If you have a lot of extra weight and/or type II diabetes, I would try to get rid of as much fructose as possible, from all sources.

And some more heresy… I think that other refined carbs are also important, though not as important as sugars. They lack fructose, but they still have a big load of glucose in them. This is mostly anything made with wheat flour (even whole wheat flour), so bread, pizza, pasta.

Yeah, I know, I like them all as well. I used to eat a lot of them when I was younger but they don’t agree with me now that I’m on the far side of 50. YMMV.

Alcohol is also something to limit, for the same reason as fructose.

And yes, I’ve totally killed the “ride and then celebrate” scene. Sorry to be such a buzzkill.

Choose an appropriate fat/carb ratio for your situation

From a general health perspective, the data I’ve seen suggests that if you are healthy in general and insulin sensitive, you will probably do fine on a moderate carb/low fat diet or a low carb/ moderate fat diet, as long as its a whole food diet (note 4). So just choose one that works for you.

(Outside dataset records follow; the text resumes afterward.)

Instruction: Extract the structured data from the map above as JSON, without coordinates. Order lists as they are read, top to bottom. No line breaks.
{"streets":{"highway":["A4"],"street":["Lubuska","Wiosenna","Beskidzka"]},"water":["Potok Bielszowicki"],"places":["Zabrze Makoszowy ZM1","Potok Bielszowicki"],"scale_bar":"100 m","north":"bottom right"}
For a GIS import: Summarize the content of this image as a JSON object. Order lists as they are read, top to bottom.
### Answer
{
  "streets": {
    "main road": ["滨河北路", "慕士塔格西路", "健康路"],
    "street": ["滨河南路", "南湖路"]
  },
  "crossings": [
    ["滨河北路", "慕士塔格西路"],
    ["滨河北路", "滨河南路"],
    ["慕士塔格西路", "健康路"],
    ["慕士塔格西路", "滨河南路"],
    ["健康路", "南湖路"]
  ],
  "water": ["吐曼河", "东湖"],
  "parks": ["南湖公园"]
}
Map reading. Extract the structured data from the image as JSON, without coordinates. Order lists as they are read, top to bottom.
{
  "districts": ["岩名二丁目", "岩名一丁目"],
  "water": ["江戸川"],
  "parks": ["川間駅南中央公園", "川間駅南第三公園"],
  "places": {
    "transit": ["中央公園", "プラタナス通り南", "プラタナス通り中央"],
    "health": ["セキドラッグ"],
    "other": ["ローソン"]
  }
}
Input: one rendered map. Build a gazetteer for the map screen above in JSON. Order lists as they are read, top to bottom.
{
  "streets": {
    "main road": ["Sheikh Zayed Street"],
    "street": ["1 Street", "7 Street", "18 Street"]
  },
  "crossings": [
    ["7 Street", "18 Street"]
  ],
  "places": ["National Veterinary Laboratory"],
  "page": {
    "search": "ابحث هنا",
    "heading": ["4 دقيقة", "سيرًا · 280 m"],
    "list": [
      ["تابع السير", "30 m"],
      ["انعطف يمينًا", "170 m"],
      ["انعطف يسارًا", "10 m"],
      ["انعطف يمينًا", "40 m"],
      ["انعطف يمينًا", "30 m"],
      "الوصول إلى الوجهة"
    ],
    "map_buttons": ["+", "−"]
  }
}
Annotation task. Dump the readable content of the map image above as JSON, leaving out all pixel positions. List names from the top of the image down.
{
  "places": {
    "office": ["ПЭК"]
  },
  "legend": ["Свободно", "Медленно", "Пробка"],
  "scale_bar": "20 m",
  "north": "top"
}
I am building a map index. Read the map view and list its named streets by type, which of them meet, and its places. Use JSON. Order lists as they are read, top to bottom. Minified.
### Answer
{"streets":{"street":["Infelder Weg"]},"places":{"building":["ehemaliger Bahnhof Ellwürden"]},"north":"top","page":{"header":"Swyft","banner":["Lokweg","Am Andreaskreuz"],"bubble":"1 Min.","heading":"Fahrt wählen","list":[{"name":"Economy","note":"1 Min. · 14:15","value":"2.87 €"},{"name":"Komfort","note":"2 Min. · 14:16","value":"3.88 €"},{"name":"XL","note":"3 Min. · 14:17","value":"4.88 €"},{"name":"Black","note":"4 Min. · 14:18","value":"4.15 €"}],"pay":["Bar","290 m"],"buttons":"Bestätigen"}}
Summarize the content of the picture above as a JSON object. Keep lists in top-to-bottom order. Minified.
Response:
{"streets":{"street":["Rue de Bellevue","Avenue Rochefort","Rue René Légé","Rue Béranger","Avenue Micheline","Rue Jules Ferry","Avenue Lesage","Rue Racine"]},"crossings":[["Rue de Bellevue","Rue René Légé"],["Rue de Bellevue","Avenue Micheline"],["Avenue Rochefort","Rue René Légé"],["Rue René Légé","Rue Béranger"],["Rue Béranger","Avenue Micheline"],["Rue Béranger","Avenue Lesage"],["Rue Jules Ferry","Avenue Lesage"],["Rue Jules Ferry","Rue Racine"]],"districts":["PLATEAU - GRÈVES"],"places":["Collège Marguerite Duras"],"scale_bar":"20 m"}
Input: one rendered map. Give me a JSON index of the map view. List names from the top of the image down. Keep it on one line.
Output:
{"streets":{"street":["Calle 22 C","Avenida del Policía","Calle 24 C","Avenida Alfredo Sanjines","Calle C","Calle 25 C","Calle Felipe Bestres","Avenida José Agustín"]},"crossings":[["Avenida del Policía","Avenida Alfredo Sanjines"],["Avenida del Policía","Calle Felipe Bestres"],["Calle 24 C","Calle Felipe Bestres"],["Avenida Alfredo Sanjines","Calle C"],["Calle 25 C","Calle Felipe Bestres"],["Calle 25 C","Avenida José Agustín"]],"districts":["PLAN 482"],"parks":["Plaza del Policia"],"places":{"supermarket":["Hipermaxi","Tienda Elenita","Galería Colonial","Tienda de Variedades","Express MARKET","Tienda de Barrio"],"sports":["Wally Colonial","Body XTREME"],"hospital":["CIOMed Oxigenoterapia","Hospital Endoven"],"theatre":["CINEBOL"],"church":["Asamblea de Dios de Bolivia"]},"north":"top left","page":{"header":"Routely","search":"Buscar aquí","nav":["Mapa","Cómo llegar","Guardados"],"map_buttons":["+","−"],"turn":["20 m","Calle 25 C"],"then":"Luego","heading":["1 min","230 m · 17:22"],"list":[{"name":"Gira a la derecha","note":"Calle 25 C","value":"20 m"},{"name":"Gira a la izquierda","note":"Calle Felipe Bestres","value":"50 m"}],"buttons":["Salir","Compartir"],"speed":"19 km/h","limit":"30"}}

If you are insulin resistant and/or have not being able to reduce your weight easily in the past, I’d recommend trying one of the low-carb approaches as they make more sense for that metabolic state. I usually recommend either Mark Sisson’s Primal, or the Duke University “No sugar No starch” diet.

Like the changes in fueling, I recommend that you make any dietary changes on an incremental basis.  If you end up going low carb, there is quite a bit of anecdotal data that suggests that endurance athletes are generally happier with diets that have a few more carbs in them (ie not keto), and an interesting study here where none of the participants stuck at a very-low-carb/keto diet but they all did eat a significantly lower-carb diet than they had in the past.

Case studies

Because my advice is non-specific, I thought I’d include a few case studies that have specific examples of what people have done.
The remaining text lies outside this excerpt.